Last week, Mr Strobe Talbott, the US Deputy Secretary of State, proposed a package of confidence-building security measures to India and Pakistan. The US package for South Asia involves (1) a verifiable freeze (called “capping”) of the “dynamic” nuclear enrichment process (uranium in the case of Pakistan and plutonium in the case of India) (2) a halt to the development and deployment of ballistic missiles in the region (3) a 9 nation multilateral conference on arms control, non-proliferation and security-related issues in South Asia.
Mr Talbott left Washington saying that the purpose of the US proposals is to create conditions conducive to a nuclear “roll-back” (dismantling of nuclear weapons) in South Asia. However, by the time he departed from the sub-continent, he was at pains to stress that the US hadn’t raised the issue of a “roll-back” with Pakistan at all. “Benazir Bhutto has said Pakistan will not roll-back its nuclear programme unilaterally”, he explained and went on to clarify that “we’re not asking Pakistan for a roll-back”.
India is reported to have rejected all the American proposals.
However, as in the past, Pakistan has expressed support for “global and regional efforts to prevent the proliferation of weapons of mass destruction and missiles capable of delivering them”. In this connection, both Pakistan and the US “agreed to pursue the goal of capping, then reducing, and finally eliminating weapons of mass destruction and ballistic missiles in South Asia”. The US “reaffirmed its recent proposal that Pakistan agree to a verifiable cap on the production of fissile material [enriched uranium] in association with enhanced US cooperation with Pakistan in various fields”.
Pakistan has expressed “support for the objectives underlying the proposal” and the two sides “agreed to proceed with consideration of the US initiative, with a view to developing an approach acceptable to both the US and Pakistan”.
Shorn of diplomatic niceties and verbiage, it isn’t too difficult to try and construct the essence of what was discussed in the talks last week. Here is an imagined dialogue:
Pakistan: “We agree with your views regarding the non-deployment of ballistic missiles as well as those on a proposed 9-nation conference. On the nuclear issue, the position is that we unilaterally stopped producing fissile material for the purposes of making atomic weapons in 1990-91. Statements and assurances to this effect have formally been given by General Aslam Beg, Benazir Bhutto, Nawaz Sharif and Shaharyar Khan. Washington knows, from its own sources, that the Pakistani freeze remains in place to date. Yet US military aid to Pakistan has not been restored, in particular the 38 F-16 fighter aircraft for which we have already paid US$ 658 million. This is most unfair. The Pressler amendment is not only discriminatory, it has allowed India to resist efforts directed at non-proliferation in the region.”

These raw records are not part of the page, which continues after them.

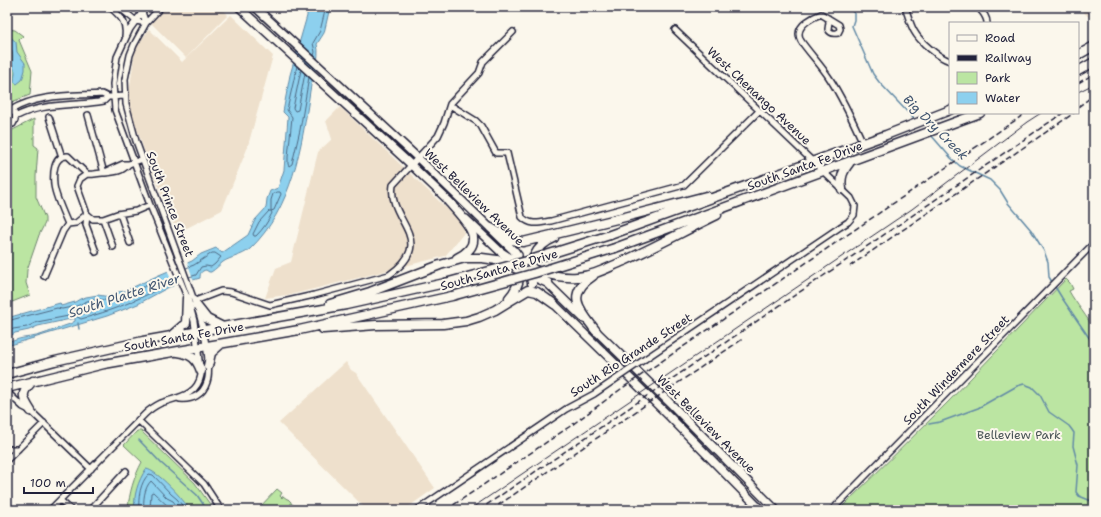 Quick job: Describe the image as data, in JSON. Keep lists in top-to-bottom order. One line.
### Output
{"streets":{"highway":["South Santa Fe Drive"],"main road":["West Belleview Avenue"],"street":["West Chenango Avenue","South Prince Street","South Rio Grande Street","South Windermere Street"]},"crossings":[["West Chenango Avenue","South Santa Fe Drive"],["West Chenango Avenue","South Rio Grande Street"],["South Santa Fe Drive","South Prince Street"]],"water":["Big Dry Creek","South Platte River"],"parks":["Belleview Park"],"legend":["Road","Railway","Park","Water"],"scale_bar":"100 m"} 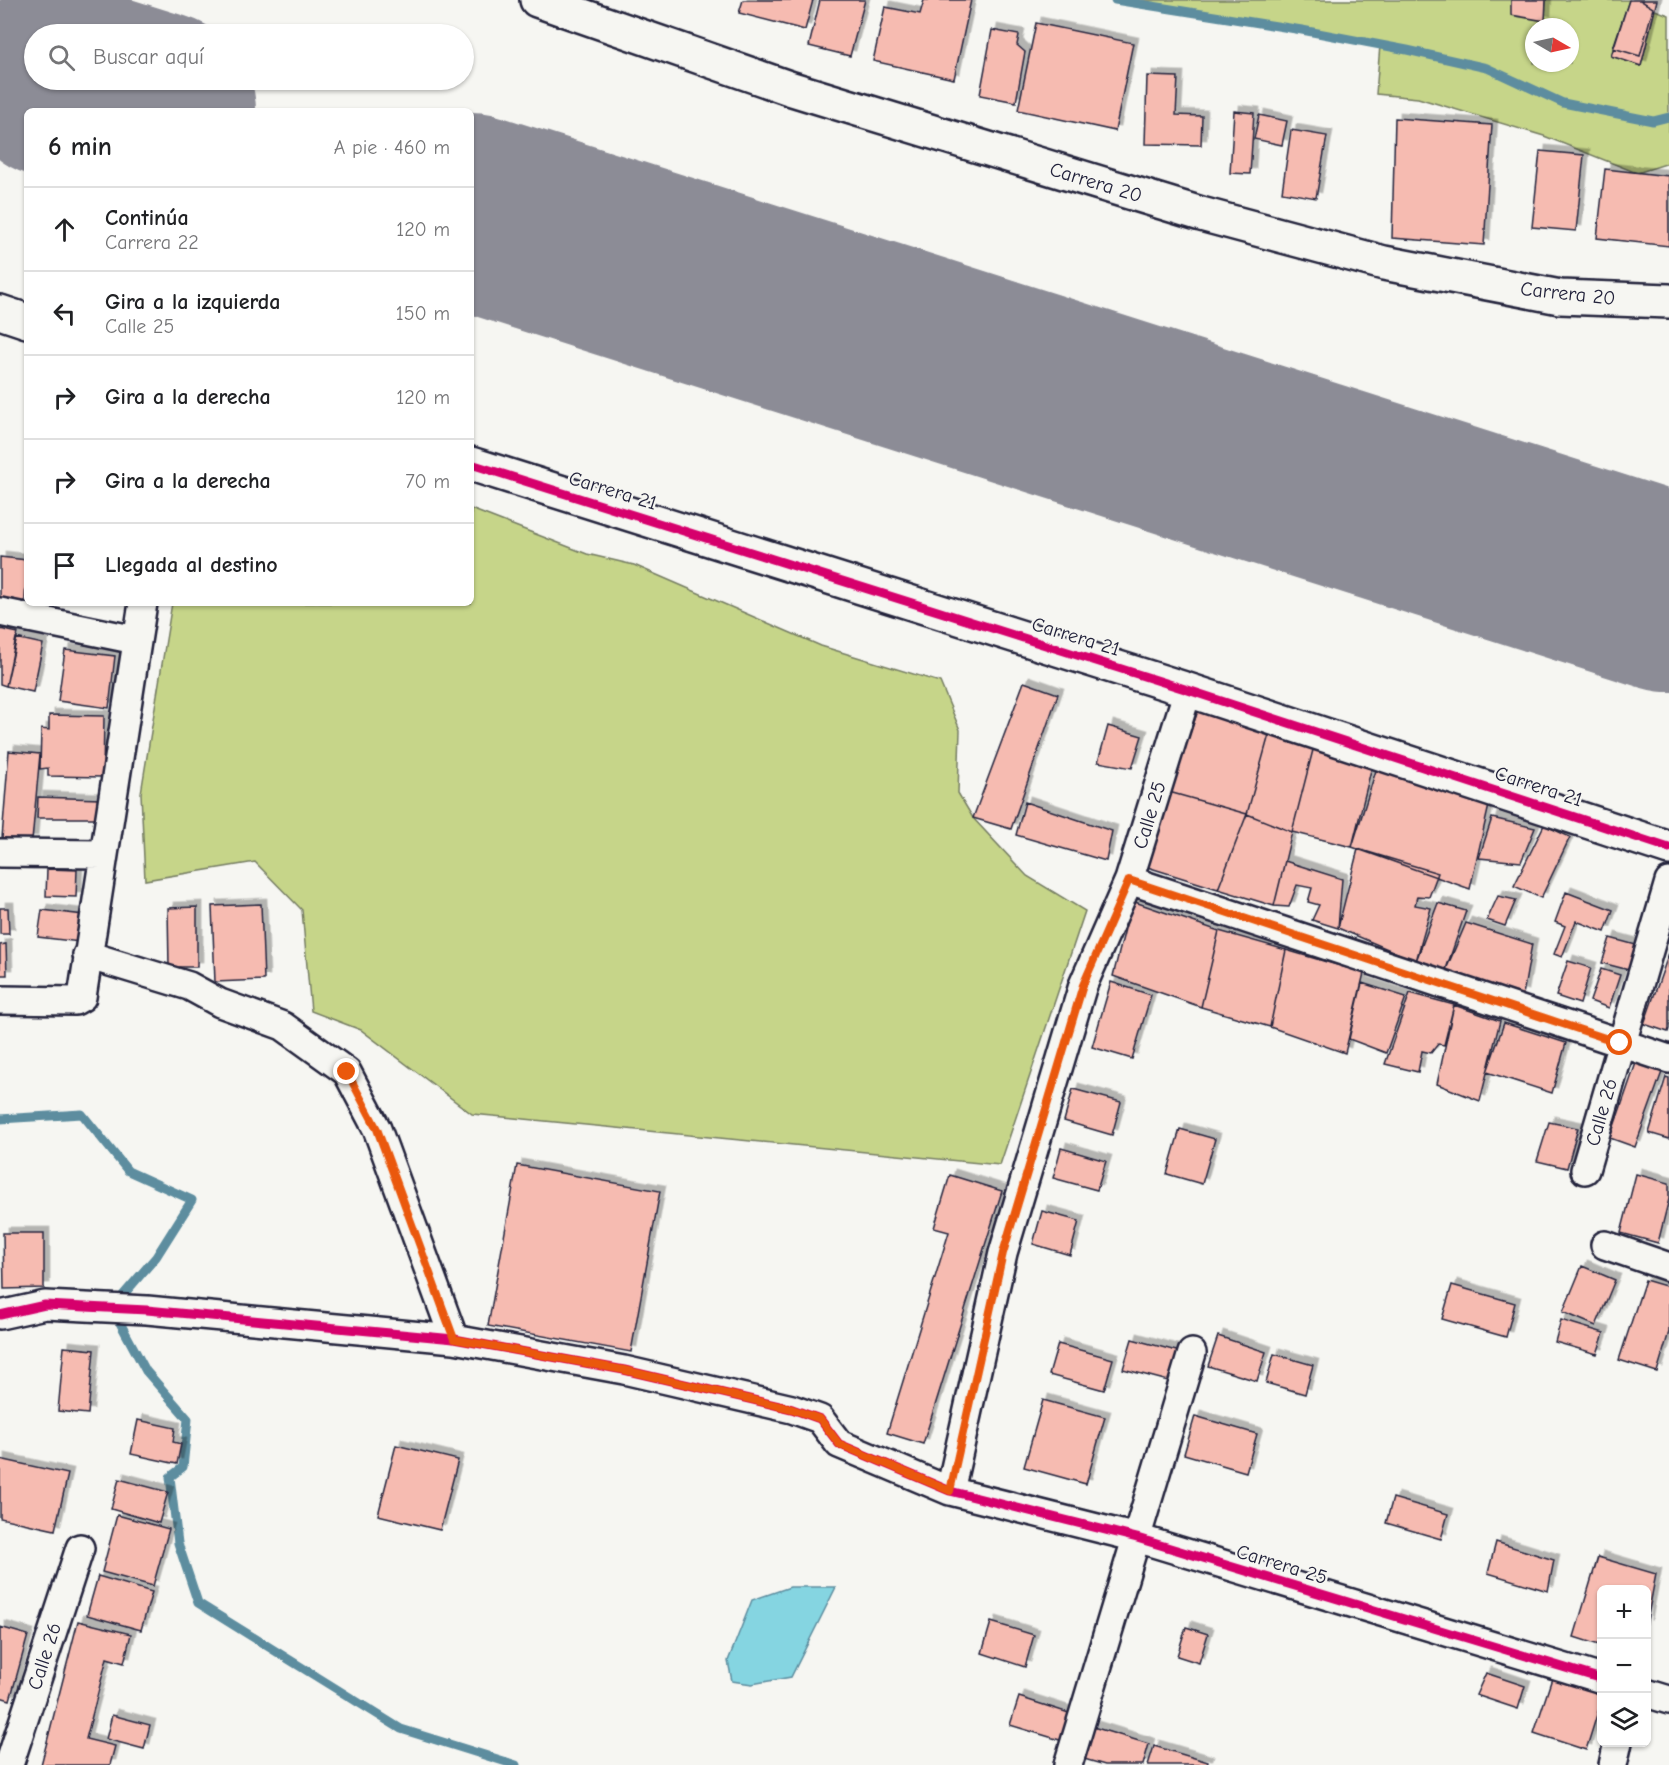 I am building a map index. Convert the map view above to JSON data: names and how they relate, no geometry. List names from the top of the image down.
{
  "streets": {
    "street": [
      "Carrera 20",
      "Carrera 21",
      "Calle 25",
      "Calle 26",
      "Carrera 25"
    ]
  },
  "crossings": [
    ["Carrera 21", "Calle 25"],
    ["Calle 25", "Carrera 25"]
  ],
  "north": "right",
  "page": {
    "search": "Buscar aquí",
    "heading": ["6 min", "A pie · 460 m"],
    "list": [
      ["Continúa", "Carrera 22", "120 m"],
      ["Gira a la izquierda", "Calle 25", "150 m"],
      ["Gira a la derecha", "120 m"],
      ["Gira a la derecha", "70 m"],
      "Llegada al destino"
    ],
    "map_buttons": ["+", "−"]
  }
} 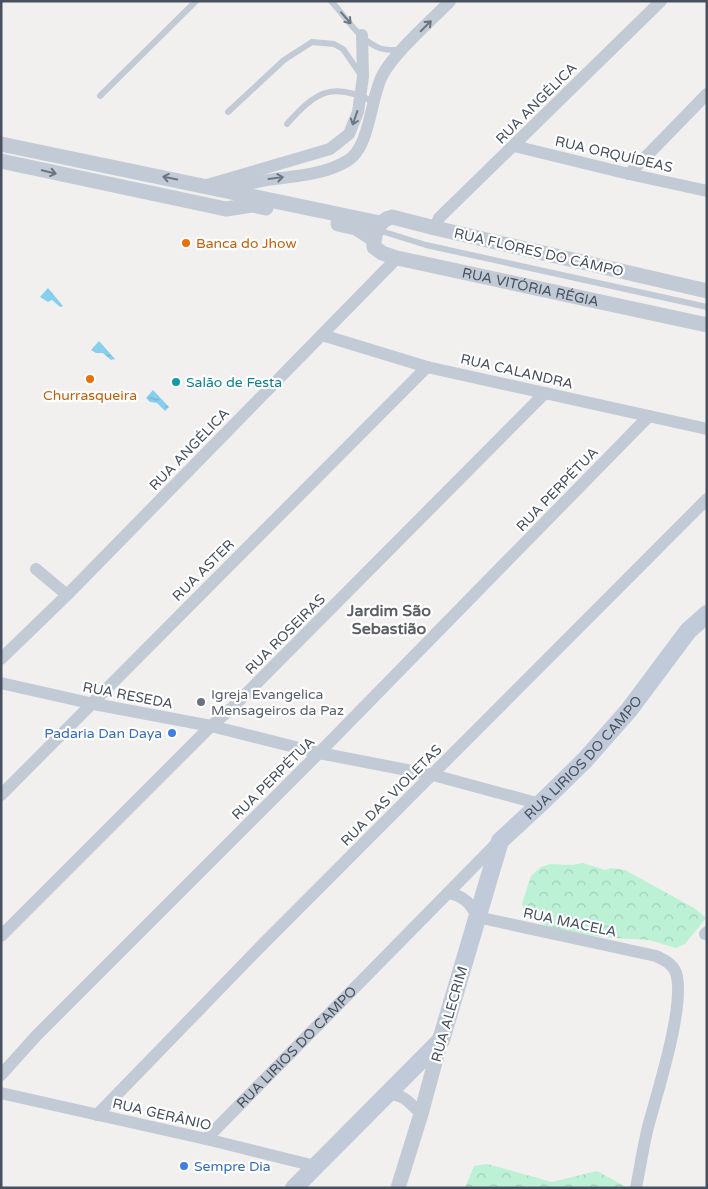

US: “Thank you for conceding our case over the first two issues. We’re also inclined to believe you when you say that you’ve frozen your nuclear enrichment programme. But we have a problem with Congress which insists on a formal verification of your claims before it restores aid to Pakistan. We [the US administration] had hoped that we might be able to pass a Foreign Assistance Act this year which would have got rid of the Pressler amendment and brought India and Pakistan at par, thereby allowing us to restore military assistance to Pakistan. Unfortunately, we have had to defer our plans vis a vis Congress in view of our more pressing social and economic problems in the domestic arena, quite apart from the hullabaloo over Whitewater. That is why we are now seeking from Congress a one-time exemption to the Pressler so that your F-16s can be delivered. However, in order to do that, we would need to inspect your nuclear enrichment facilities and confirm to Congress that you have indeed frozen your programme as you claim.”
Pakistan: “If you think we will allow you to walk into Kahuta and take a look around, then you’ve got another thought coming, F-16s or no F-16s. Such an inspection is out of the question. There is absolutely no way any government in this country can afford to allow that to happen unilaterally.”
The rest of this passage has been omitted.